[Records provided]:
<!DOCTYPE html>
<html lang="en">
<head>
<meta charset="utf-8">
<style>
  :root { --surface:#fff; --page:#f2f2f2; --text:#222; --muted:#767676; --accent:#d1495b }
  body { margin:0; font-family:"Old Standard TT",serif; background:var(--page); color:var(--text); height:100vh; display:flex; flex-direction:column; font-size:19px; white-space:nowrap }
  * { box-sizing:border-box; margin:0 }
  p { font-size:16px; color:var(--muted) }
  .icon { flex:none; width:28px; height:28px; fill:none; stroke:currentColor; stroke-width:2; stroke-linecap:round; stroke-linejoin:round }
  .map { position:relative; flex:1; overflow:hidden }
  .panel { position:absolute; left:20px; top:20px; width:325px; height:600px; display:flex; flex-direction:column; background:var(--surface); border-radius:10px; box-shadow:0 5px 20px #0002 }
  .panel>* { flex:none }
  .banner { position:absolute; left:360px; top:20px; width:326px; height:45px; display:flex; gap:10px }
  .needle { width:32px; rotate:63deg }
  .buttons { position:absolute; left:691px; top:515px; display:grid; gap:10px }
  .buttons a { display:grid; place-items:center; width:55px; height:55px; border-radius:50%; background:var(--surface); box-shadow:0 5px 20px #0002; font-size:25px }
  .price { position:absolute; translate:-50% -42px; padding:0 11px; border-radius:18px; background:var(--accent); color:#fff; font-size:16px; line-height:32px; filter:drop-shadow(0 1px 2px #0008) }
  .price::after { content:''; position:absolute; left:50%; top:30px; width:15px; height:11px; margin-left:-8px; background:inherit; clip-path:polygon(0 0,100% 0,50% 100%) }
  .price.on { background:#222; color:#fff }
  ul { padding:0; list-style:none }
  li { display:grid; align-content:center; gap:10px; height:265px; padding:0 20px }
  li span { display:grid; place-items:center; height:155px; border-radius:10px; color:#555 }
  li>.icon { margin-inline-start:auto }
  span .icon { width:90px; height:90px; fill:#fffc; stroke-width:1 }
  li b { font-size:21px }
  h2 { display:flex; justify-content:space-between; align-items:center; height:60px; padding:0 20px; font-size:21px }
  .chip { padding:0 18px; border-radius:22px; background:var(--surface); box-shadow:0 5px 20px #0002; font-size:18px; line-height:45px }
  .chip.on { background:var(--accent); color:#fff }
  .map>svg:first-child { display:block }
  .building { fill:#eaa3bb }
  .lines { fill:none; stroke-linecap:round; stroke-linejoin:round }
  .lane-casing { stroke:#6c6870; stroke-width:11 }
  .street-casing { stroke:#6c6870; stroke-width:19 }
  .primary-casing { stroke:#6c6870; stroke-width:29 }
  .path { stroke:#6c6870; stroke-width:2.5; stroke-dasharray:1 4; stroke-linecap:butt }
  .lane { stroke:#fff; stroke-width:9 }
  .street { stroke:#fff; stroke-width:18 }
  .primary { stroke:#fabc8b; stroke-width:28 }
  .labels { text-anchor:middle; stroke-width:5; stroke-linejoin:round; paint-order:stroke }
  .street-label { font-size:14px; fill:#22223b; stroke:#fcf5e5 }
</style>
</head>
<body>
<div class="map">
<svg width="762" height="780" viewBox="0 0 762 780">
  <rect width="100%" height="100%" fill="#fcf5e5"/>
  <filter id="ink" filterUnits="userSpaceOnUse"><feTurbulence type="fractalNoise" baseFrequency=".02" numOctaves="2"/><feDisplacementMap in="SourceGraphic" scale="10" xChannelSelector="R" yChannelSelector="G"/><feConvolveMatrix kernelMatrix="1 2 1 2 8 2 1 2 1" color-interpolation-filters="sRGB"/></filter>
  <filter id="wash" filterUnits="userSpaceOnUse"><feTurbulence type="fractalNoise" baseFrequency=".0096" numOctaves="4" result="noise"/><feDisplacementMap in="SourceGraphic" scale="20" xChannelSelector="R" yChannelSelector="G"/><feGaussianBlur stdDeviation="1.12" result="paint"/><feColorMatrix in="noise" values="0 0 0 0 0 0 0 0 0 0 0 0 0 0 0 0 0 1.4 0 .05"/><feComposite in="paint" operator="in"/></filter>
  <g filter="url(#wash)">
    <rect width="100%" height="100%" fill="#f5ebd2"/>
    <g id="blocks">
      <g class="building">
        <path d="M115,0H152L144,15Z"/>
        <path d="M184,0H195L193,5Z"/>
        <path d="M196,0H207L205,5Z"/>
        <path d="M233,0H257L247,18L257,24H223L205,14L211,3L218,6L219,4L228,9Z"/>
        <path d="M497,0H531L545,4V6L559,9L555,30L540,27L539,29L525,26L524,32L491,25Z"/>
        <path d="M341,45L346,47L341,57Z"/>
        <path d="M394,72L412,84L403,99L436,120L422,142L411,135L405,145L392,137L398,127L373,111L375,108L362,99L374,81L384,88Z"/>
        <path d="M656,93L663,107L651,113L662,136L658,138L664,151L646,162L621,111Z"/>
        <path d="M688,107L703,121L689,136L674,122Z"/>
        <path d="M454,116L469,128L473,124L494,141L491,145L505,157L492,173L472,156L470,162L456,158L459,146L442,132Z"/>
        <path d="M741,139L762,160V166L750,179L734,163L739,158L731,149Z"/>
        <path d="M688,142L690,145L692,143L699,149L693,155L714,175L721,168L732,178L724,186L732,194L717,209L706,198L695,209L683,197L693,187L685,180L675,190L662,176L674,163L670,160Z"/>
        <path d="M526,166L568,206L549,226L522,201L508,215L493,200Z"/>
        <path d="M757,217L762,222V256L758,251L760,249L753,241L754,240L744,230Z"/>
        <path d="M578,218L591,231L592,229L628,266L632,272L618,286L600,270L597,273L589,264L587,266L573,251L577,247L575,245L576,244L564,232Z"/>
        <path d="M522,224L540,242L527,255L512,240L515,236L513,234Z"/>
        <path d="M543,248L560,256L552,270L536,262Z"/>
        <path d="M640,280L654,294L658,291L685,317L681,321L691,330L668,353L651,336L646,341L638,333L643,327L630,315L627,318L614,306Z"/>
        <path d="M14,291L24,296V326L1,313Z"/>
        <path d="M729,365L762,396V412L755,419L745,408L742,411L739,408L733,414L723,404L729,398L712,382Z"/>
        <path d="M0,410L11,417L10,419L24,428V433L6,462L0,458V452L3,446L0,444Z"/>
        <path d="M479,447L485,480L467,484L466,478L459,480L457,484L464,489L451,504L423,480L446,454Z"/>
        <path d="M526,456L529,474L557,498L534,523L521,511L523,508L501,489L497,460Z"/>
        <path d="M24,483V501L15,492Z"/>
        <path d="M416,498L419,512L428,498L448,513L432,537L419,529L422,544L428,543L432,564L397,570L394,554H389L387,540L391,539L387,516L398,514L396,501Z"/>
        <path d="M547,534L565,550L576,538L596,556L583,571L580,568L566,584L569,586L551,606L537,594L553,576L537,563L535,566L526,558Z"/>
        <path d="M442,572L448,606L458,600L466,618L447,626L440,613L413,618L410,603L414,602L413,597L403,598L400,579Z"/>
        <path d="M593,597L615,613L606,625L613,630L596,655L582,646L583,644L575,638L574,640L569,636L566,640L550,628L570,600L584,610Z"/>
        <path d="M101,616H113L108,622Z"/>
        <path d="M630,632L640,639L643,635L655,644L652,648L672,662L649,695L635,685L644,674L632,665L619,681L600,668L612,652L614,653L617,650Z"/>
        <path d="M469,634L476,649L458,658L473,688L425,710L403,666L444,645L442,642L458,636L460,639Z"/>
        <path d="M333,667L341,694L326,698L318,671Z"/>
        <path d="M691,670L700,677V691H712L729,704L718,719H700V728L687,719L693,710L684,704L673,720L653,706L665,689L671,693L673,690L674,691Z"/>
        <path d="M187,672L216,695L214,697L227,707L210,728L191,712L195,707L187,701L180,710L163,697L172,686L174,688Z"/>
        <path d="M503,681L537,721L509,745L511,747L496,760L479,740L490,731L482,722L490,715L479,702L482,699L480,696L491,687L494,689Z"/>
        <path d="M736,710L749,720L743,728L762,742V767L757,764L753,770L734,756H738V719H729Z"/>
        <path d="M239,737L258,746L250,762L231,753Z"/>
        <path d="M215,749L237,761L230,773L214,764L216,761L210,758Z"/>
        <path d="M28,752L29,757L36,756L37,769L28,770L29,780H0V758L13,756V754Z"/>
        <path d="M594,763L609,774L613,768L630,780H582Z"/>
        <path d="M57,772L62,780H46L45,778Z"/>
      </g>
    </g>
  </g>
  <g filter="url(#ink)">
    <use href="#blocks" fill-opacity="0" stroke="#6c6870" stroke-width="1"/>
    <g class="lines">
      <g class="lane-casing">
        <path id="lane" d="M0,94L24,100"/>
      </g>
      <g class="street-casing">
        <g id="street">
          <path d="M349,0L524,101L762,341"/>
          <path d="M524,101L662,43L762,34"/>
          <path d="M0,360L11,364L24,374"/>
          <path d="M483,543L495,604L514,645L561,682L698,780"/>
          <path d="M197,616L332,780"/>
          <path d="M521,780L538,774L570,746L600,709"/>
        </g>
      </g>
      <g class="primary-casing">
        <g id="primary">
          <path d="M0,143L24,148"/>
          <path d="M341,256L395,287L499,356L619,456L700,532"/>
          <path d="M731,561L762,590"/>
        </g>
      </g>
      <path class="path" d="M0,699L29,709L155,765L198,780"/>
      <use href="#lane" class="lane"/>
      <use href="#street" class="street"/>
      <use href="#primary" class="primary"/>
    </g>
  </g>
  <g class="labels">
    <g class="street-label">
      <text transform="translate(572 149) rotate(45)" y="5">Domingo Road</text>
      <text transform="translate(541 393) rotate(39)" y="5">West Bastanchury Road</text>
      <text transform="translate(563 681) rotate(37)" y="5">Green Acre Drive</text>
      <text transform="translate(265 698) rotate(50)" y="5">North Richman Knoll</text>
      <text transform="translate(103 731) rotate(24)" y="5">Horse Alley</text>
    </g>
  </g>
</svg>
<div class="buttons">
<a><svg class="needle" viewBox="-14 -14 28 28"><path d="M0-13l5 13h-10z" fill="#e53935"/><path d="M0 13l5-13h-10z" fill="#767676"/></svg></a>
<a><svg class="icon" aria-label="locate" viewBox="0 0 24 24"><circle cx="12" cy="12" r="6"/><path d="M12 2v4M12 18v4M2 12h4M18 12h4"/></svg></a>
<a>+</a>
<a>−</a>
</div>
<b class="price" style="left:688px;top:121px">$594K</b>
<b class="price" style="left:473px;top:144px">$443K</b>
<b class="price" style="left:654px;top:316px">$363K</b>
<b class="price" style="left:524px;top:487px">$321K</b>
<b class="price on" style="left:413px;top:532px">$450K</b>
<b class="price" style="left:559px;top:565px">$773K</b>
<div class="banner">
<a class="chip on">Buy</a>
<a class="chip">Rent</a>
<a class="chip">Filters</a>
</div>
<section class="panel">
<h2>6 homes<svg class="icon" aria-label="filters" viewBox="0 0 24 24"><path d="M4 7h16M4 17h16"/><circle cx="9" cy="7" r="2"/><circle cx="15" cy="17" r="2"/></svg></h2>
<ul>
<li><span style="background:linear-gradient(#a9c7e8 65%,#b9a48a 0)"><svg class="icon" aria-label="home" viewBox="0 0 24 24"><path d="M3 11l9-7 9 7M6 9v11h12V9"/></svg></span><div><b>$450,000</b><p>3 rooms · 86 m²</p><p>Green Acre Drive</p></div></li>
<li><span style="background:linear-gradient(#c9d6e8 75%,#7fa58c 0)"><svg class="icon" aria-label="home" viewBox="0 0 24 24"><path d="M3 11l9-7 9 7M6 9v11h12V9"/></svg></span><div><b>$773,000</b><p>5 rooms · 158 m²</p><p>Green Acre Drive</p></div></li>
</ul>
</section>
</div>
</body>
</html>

[Instructions for the task]: From the top of the material above, print every line exactly, ending with the line that holds "position:absolute; left:691px; top:515px;".

[Output below]:
<!DOCTYPE html>
<html lang="en">
<head>
<meta charset="utf-8">
<style>
  :root { --surface:#fff; --page:#f2f2f2; --text:#222; --muted:#767676; --accent:#d1495b }
  body { margin:0; font-family:"Old Standard TT",serif; background:var(--page); color:var(--text); height:100vh; display:flex; flex-direction:column; font-size:19px; white-space:nowrap }
  * { box-sizing:border-box; margin:0 }
  p { font-size:16px; color:var(--muted) }
  .icon { flex:none; width:28px; height:28px; fill:none; stroke:currentColor; stroke-width:2; stroke-linecap:round; stroke-linejoin:round }
  .map { position:relative; flex:1; overflow:hidden }
  .panel { position:absolute; left:20px; top:20px; width:325px; height:600px; display:flex; flex-direction:column; background:var(--surface); border-radius:10px; box-shadow:0 5px 20px #0002 }
  .panel>* { flex:none }
  .banner { position:absolute; left:360px; top:20px; width:326px; height:45px; display:flex; gap:10px }
  .needle { width:32px; rotate:63deg }
  .buttons { position:absolute; left:691px; top:515px; display:grid; gap:10px }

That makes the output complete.